Eu nunca tinha me dado o luxo de fazer o que eu quisesse. Eu nem tinha tocado meu próprio corpo sensualmente até recentemente, muito menos o de outra pessoa, mas neste momento, me senti muito bem.
Naquela noite, o braço de Matt nunca saiu do meu lado e nunca se aventurou para baixo de minhas omoplatas. Ele foi respeitoso. Deixei minha cabeça cair em seu peito enquanto sua respiração começava a suavizar, espelhando a minha. Em algum lugar no meio da noite, nossos lábios se tocaram. Meu primeiro beijo, aos 27 anos. E foi mágico.
Pouco tempo depois, acabei escrevendo um episódio em que uma muçulmana casada dorme com o protagonista durante o Ramadã, o mês mais sagrado do ano. Muitos muçulmanos no Twitter se revoltaram, é claro. Eles não conseguiam entender como ela poderia trair o marido, e em um momento tão sagrado. Que Deus não permita que uma mulher muçulmana também tenha impulsos, vontades e desejos.

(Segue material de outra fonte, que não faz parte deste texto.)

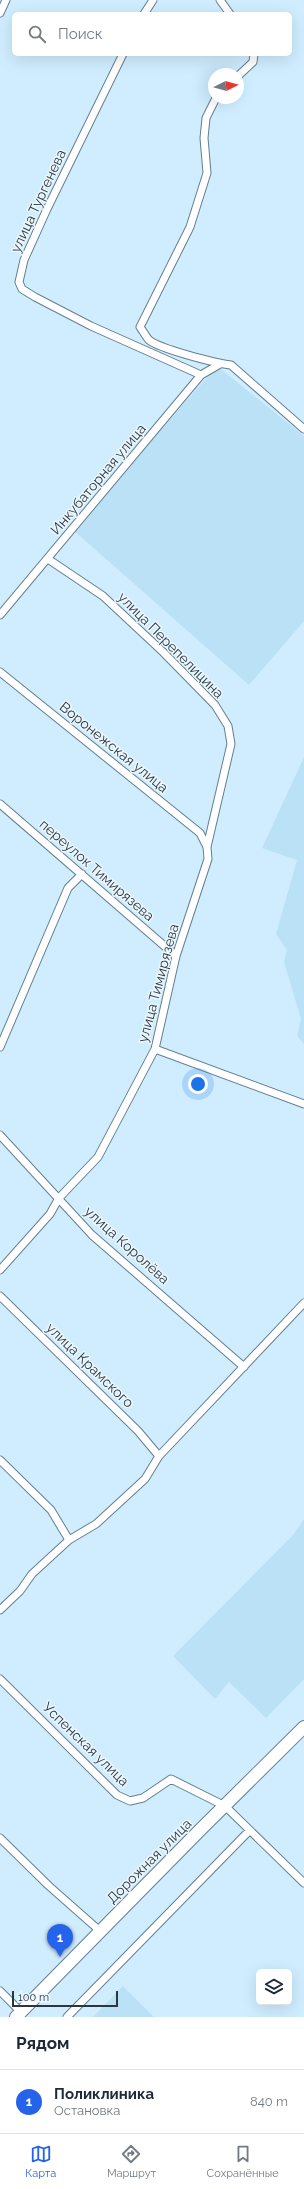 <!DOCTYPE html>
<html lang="ru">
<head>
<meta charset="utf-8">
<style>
  body { margin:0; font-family:Raleway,sans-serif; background:#f6f6f7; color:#1f2937 }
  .controls { position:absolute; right:12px; bottom:12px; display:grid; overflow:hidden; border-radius:6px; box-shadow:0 4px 16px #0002 }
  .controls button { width:36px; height:36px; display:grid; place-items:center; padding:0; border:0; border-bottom:1px solid #e0e1e3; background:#fff; color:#1f2937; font:20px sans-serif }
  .compass { position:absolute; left:208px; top:68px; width:36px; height:36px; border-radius:50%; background:#fff; box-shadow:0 4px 16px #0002; rotate:85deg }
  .scale { position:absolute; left:12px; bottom:10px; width:106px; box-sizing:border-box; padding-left:4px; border:2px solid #2b363d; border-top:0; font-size:11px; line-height:14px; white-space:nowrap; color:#2b363d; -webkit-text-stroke:3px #ebf7fe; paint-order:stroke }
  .you { position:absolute; left:198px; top:1084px; width:14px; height:14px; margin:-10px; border:3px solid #fff; border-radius:50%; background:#1a73e8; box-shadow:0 0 0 6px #1a73e833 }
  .badge { display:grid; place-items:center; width:26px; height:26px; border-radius:50%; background:#2563eb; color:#fff; font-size:13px; font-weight:700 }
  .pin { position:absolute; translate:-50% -33px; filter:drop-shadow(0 1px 2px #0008) }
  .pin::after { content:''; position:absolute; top:21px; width:14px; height:12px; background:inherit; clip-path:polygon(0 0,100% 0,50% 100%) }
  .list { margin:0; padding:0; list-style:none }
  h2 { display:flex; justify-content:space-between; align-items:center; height:52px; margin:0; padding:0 16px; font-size:17px }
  h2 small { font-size:13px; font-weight:400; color:#747a83 }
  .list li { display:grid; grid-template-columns:26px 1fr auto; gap:12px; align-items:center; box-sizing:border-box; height:64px; padding:0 16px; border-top:1px solid #e0e1e3 }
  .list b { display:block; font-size:15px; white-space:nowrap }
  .list p { margin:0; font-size:13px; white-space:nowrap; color:#747a83 }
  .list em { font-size:13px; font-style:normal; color:#747a83 }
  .icon { flex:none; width:22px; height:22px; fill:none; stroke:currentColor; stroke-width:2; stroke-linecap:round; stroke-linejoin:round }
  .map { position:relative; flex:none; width:304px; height:2017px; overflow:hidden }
  .search { position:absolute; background:#fff; box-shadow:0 4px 16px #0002; left:12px; right:12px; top:12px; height:44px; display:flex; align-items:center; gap:10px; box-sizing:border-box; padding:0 14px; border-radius:6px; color:#747a83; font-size:15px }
  .sheet { height:116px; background:#fff }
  nav { display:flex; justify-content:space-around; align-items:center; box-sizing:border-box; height:56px; border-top:1px solid #e0e1e3; background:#fff; font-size:11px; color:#747a83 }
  nav a { display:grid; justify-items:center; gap:2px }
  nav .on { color:#2563eb }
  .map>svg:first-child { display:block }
  .built { fill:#bbe1f6 }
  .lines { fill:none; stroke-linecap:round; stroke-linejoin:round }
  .minor-casing { stroke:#647f8f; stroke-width:9 }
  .primary-casing { stroke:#647f8f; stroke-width:14 }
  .minor { stroke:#fff; stroke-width:7 }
  .primary { stroke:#fff; stroke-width:12 }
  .labels { text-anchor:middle; stroke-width:3; stroke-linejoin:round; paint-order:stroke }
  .street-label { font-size:14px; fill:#2b363d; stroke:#ebf7fe }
</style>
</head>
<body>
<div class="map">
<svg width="304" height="2017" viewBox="0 0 304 2017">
  <rect width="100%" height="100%" fill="#cfedff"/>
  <path class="built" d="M217,366L304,436V621L249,685L73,530Z
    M304,757V1044L297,1036L301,1019L284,962L287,950L276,934L297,860L262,848Z
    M304,1519V1679L266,1718L229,1682L215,1699L173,1656L293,1535Z
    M123,1986L154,2017H93Z"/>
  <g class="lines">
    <g class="minor-casing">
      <path id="minor" d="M220,0L230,14
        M0,13L6,0
        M144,14L153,0
        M123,54L47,209L24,260L19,282L22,289L35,297L91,326L201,375
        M238,76L253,62L254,54
        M216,98L206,118L204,138L207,173L190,227L140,327C143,331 146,337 149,340C160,349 215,363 231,365L304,429
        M0,615L201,375L220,364
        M0,672L200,833L207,847
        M0,804L176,956
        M0,1047L68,888L82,874
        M155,1049L304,1104
        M0,1135L92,1235L244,1367
        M0,1270L50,1214L59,1198L98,1157L155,1049L176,956L208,859L207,847L231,744L228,726L215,705L163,652L103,596L48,559
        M0,1296L138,1431L159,1456
        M0,1460L51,1510L69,1540
        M0,1610L20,1591L32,1574L69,1540L96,1524L145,1479L159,1456L304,1303
        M0,1679L117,1795L130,1801L143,1798L171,1779L225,1806L304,1883
        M0,1838L49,1886L100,1931
        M0,1991L21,2012
        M67,2017L249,1831"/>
    </g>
    <g class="primary-casing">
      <path id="primary" d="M16,2017L200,1830L304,1727"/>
    </g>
    <use href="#minor" class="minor"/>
    <use href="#primary" class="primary"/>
  </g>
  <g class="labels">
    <g class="street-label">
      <text transform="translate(38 201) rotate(-65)" y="5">улица Тургенева</text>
      <text transform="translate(98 479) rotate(-50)" y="5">Инкубаторная улица</text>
      <text transform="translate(171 645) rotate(45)" y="5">улица Перепелицина</text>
      <text transform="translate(114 747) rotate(39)" y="5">Воронежская улица</text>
      <text transform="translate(97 870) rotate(41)" y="5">переулок Тимирязева</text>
      <text transform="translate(158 983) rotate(-75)" y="5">улица Тимирязева</text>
      <text transform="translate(127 1245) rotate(42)" y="5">улица Королёва</text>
      <text transform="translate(90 1365) rotate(44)" y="5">улица Крамского</text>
      <text transform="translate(86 1744) rotate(44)" y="5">Успенская улица</text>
      <text transform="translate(149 1861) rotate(-45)" y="5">Дорожная улица</text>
    </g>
  </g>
</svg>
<div class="controls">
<button><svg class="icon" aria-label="layers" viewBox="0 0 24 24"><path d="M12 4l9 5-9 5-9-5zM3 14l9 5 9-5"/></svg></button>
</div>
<svg class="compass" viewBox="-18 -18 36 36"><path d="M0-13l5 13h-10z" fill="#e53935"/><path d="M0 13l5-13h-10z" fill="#747a83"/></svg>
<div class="scale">100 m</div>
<div class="you"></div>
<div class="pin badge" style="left:60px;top:1957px">1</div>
<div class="search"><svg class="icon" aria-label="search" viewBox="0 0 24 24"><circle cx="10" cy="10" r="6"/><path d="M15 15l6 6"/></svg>Поиск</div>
</div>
<section class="sheet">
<h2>Рядом<small></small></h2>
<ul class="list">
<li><span class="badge">1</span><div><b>Поликлиника</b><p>Остановка</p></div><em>840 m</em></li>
</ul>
</section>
<nav>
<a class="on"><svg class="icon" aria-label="map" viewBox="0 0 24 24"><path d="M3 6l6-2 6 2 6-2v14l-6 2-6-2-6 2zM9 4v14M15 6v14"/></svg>Карта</a>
<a><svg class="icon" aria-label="directions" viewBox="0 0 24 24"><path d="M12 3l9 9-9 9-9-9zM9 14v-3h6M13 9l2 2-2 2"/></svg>Маршрут</a>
<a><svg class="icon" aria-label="saved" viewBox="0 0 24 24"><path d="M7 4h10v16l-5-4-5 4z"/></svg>Сохранённые</a>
</nav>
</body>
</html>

Até hoje, ainda sou questionada se acho que esse episódio promove o “pecado”. Tenho o maior respeito pelo que nossa fé nos ensina, mas também tenho plena consciência de ser uma mulher do século 21.
Muitas de nós não vão se casar antes dos 20 ou 30 anos, se é que se casarão, e eu me recuso a acreditar que só podemos ter intimidade quando estivermos em uma “união sagrada”. O toque é um dos impulsos humanos mais fortes e essenciais, como a pandemia deixou tão claro para nós. Naquela noite, percebi o quão poderoso isso pode ser.
Na segunda-feira seguinte, de volta à sala dos roteiristas, todos estavam ansiosos para compartilhar as aventuras do fim de semana. Pela primeira vez, eu tinha uma história para contar, mas quando chegou a hora de falar, fiquei calada.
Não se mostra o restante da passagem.